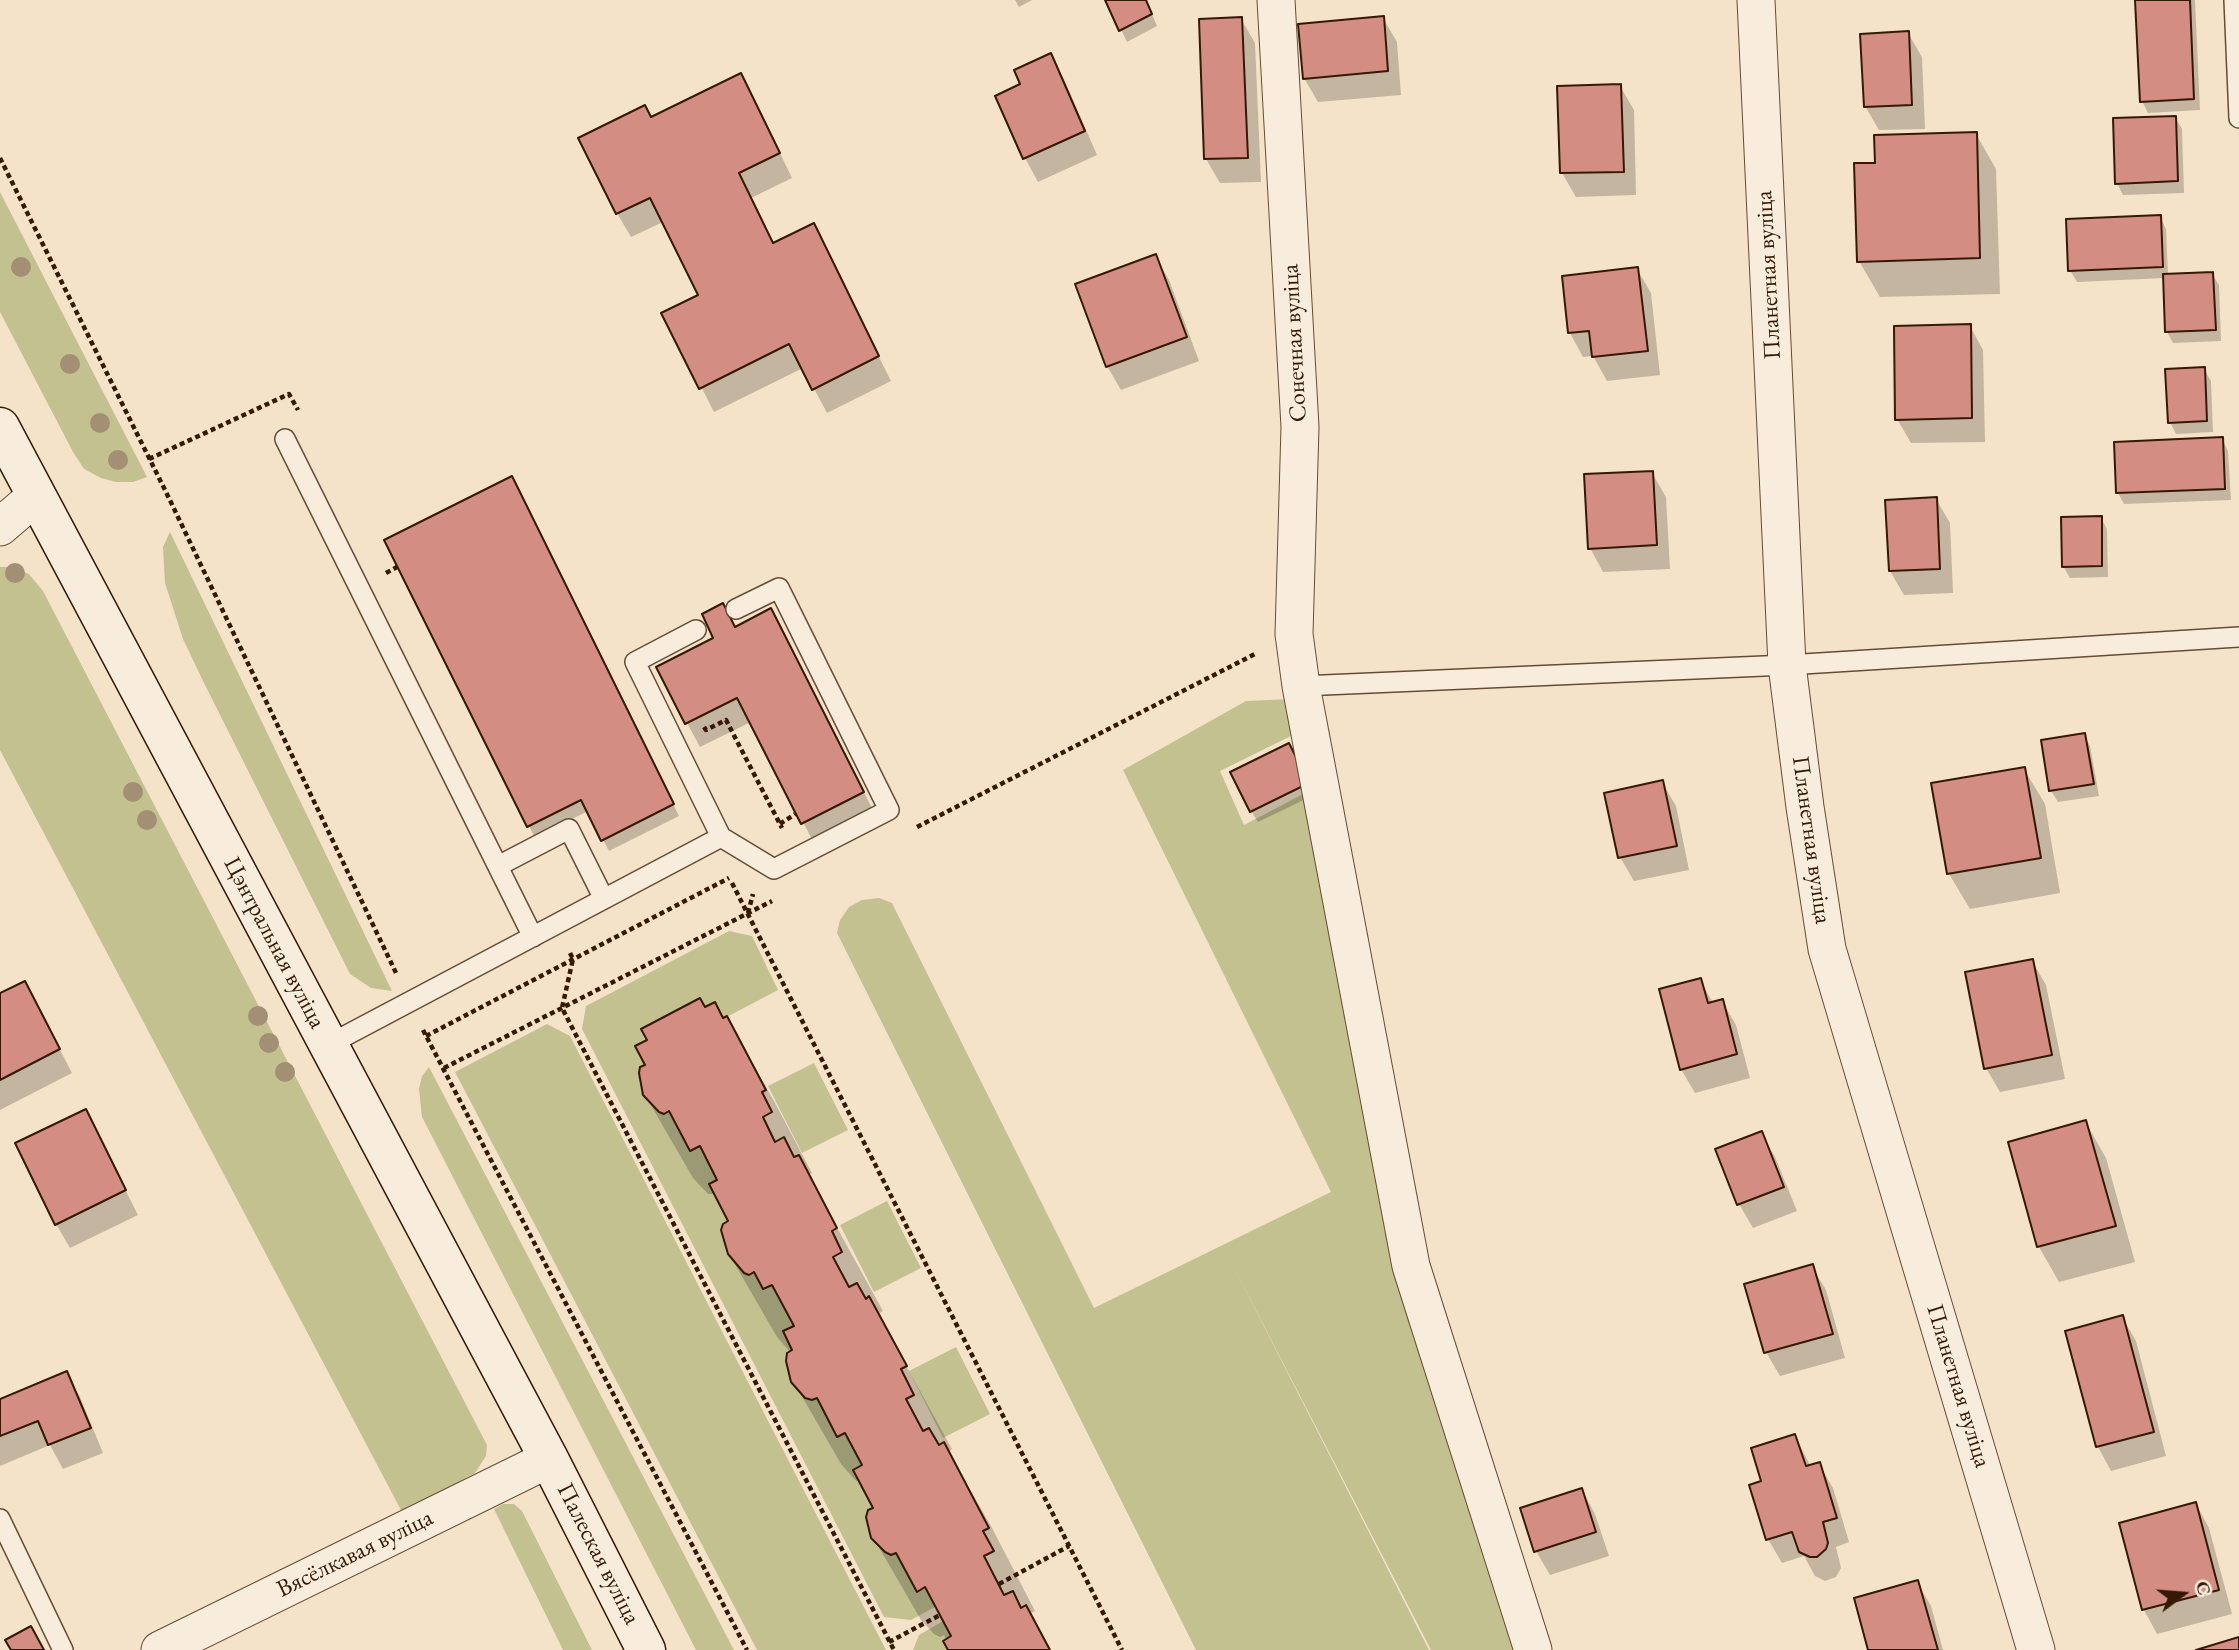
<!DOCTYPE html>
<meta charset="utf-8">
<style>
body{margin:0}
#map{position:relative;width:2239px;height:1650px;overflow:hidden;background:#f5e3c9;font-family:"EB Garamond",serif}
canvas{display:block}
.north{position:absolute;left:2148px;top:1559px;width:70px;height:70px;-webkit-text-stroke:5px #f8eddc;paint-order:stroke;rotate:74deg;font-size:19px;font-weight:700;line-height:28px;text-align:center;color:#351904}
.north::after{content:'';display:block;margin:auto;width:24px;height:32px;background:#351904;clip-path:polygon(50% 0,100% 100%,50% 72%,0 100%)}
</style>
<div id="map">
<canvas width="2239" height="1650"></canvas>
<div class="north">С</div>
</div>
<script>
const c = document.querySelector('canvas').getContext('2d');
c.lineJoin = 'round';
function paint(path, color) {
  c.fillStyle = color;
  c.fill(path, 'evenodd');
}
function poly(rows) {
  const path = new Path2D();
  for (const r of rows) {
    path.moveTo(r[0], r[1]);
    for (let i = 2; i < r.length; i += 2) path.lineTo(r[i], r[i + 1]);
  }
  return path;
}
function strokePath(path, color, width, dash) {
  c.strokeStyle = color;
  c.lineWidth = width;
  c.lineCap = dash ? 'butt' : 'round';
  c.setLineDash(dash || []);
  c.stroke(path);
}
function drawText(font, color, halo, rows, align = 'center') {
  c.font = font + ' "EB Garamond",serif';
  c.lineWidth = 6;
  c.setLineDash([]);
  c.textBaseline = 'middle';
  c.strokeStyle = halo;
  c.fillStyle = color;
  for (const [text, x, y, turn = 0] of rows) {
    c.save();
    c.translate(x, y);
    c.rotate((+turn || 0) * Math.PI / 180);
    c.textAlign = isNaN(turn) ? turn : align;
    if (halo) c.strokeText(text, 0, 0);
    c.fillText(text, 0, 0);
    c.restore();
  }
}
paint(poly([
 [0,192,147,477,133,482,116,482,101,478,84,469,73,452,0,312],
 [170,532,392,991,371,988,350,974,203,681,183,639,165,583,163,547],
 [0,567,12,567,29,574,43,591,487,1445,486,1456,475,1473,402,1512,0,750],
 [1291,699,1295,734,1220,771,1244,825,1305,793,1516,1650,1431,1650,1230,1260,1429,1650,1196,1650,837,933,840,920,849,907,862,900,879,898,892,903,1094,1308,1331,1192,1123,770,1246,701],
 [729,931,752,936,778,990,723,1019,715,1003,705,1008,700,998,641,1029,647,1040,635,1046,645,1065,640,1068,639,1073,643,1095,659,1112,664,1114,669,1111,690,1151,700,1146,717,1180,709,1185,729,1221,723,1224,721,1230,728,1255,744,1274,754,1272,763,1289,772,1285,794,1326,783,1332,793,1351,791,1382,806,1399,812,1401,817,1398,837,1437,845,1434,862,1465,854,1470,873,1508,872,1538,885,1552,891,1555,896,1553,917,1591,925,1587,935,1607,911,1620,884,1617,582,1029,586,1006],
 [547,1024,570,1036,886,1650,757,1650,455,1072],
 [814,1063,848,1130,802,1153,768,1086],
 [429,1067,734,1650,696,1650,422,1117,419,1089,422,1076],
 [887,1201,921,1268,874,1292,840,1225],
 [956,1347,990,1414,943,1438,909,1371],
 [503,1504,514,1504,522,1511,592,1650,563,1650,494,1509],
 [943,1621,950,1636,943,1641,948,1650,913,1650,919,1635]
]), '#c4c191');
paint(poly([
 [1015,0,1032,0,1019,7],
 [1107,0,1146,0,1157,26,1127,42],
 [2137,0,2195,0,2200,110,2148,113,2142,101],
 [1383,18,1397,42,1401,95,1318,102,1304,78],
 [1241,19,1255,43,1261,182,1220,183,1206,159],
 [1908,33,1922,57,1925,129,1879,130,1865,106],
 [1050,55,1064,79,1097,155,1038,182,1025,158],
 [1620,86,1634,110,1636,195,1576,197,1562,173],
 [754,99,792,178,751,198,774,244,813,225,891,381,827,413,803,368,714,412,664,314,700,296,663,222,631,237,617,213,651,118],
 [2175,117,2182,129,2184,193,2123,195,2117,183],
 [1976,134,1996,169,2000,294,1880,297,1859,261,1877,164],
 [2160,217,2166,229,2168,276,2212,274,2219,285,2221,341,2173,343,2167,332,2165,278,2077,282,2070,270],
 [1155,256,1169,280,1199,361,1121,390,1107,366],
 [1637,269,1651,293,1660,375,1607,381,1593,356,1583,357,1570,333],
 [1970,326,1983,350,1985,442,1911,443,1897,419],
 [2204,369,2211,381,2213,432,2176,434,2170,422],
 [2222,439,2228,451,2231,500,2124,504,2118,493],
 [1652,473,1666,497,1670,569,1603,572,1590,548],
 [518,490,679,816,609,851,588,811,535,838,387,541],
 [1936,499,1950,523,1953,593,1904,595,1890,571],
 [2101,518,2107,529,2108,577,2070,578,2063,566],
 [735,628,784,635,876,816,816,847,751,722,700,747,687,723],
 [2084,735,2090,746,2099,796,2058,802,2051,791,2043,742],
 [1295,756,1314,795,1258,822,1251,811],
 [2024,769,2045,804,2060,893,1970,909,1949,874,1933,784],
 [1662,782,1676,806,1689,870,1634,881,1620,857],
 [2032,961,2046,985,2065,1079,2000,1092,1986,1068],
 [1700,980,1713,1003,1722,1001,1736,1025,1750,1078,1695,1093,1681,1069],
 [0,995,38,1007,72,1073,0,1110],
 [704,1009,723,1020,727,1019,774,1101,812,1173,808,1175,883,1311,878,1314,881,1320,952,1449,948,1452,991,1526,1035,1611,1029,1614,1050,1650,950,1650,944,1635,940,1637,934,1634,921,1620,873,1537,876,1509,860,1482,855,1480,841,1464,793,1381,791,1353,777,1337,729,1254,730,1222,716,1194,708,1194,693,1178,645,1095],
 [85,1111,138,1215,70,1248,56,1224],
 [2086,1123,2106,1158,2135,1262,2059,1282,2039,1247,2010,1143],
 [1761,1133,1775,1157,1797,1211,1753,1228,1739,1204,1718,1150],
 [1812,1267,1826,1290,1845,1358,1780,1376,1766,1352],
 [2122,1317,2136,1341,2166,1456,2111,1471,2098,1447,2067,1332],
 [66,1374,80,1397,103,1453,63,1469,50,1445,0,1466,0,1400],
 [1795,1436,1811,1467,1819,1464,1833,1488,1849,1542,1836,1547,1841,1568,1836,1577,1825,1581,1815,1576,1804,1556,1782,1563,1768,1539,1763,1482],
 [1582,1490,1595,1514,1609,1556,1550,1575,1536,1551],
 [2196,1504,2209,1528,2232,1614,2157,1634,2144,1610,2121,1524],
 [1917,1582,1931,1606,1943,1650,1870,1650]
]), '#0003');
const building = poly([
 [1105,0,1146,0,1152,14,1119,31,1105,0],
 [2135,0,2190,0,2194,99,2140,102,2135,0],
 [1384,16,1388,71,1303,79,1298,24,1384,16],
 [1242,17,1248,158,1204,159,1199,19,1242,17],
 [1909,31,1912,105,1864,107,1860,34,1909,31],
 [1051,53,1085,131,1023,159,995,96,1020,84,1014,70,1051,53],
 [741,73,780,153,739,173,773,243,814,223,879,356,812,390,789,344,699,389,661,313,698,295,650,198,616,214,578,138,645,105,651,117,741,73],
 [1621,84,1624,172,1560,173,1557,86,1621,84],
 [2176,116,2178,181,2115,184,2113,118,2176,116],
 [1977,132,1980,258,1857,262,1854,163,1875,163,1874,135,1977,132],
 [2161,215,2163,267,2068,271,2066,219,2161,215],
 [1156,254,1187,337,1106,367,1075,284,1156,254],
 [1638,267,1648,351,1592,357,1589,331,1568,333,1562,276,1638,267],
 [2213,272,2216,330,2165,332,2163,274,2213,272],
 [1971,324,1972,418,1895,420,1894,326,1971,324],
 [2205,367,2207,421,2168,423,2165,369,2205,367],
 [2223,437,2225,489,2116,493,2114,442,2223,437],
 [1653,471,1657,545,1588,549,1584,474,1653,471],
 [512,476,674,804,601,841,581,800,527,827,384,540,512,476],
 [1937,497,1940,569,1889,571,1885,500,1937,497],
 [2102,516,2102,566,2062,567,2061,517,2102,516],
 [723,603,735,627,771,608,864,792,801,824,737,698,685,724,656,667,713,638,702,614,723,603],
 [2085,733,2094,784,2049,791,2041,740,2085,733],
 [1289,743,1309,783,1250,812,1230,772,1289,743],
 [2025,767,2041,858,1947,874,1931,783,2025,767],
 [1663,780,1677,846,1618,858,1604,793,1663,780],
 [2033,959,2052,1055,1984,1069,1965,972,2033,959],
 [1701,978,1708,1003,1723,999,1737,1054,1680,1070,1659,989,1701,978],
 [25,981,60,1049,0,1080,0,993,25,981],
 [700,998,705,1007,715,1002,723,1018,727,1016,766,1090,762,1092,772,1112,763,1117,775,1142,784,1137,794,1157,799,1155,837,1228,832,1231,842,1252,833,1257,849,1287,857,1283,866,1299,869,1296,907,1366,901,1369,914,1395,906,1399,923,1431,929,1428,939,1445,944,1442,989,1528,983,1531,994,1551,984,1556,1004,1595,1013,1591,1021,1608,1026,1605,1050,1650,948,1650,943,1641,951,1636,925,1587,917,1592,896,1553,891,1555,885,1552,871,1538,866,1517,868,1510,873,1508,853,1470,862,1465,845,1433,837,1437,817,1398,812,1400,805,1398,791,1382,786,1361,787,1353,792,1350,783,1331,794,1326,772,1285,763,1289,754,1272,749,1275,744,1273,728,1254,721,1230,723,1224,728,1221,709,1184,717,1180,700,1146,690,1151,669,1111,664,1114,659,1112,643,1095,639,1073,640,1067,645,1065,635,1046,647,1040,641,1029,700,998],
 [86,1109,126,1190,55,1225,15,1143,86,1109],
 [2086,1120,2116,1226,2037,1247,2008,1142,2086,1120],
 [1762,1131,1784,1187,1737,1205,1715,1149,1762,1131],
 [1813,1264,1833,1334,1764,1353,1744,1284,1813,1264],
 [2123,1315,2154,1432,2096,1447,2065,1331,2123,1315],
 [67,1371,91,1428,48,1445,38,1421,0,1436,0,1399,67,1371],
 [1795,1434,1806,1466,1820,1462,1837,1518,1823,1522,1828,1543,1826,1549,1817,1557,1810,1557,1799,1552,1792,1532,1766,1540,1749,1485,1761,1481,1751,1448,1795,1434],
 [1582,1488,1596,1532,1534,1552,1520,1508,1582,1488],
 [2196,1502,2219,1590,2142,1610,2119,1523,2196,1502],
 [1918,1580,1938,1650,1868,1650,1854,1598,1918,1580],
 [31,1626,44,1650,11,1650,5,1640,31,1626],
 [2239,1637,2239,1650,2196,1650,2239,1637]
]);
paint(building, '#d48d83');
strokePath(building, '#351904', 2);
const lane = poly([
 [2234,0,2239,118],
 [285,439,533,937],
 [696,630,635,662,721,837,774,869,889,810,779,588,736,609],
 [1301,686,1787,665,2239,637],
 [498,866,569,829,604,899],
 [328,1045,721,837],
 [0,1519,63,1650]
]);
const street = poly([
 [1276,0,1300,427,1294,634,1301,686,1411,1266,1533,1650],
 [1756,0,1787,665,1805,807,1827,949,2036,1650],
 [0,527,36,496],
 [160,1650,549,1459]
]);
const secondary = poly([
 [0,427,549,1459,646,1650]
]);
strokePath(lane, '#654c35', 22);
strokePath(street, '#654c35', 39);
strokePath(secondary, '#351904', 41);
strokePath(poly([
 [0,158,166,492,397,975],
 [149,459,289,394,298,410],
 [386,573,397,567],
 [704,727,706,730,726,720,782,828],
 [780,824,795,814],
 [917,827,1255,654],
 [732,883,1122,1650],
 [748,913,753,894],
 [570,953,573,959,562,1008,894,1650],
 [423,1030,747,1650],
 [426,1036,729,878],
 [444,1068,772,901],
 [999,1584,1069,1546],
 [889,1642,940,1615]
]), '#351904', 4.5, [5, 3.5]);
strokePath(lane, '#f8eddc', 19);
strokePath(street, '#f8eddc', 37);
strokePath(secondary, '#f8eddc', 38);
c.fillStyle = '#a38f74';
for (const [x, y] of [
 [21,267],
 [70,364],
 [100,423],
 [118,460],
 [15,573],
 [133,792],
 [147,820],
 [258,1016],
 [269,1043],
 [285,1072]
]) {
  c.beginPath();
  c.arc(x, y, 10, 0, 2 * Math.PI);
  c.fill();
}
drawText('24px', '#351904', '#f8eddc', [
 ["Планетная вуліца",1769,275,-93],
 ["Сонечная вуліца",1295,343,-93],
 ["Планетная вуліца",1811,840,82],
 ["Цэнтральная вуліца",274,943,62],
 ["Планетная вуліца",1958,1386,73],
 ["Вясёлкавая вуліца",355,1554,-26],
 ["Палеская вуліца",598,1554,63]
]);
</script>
══════════
- _Task details_
Say how many lines of the data include the string "rows". Nothing other than the number should be given.

- _Result of the exercise_
4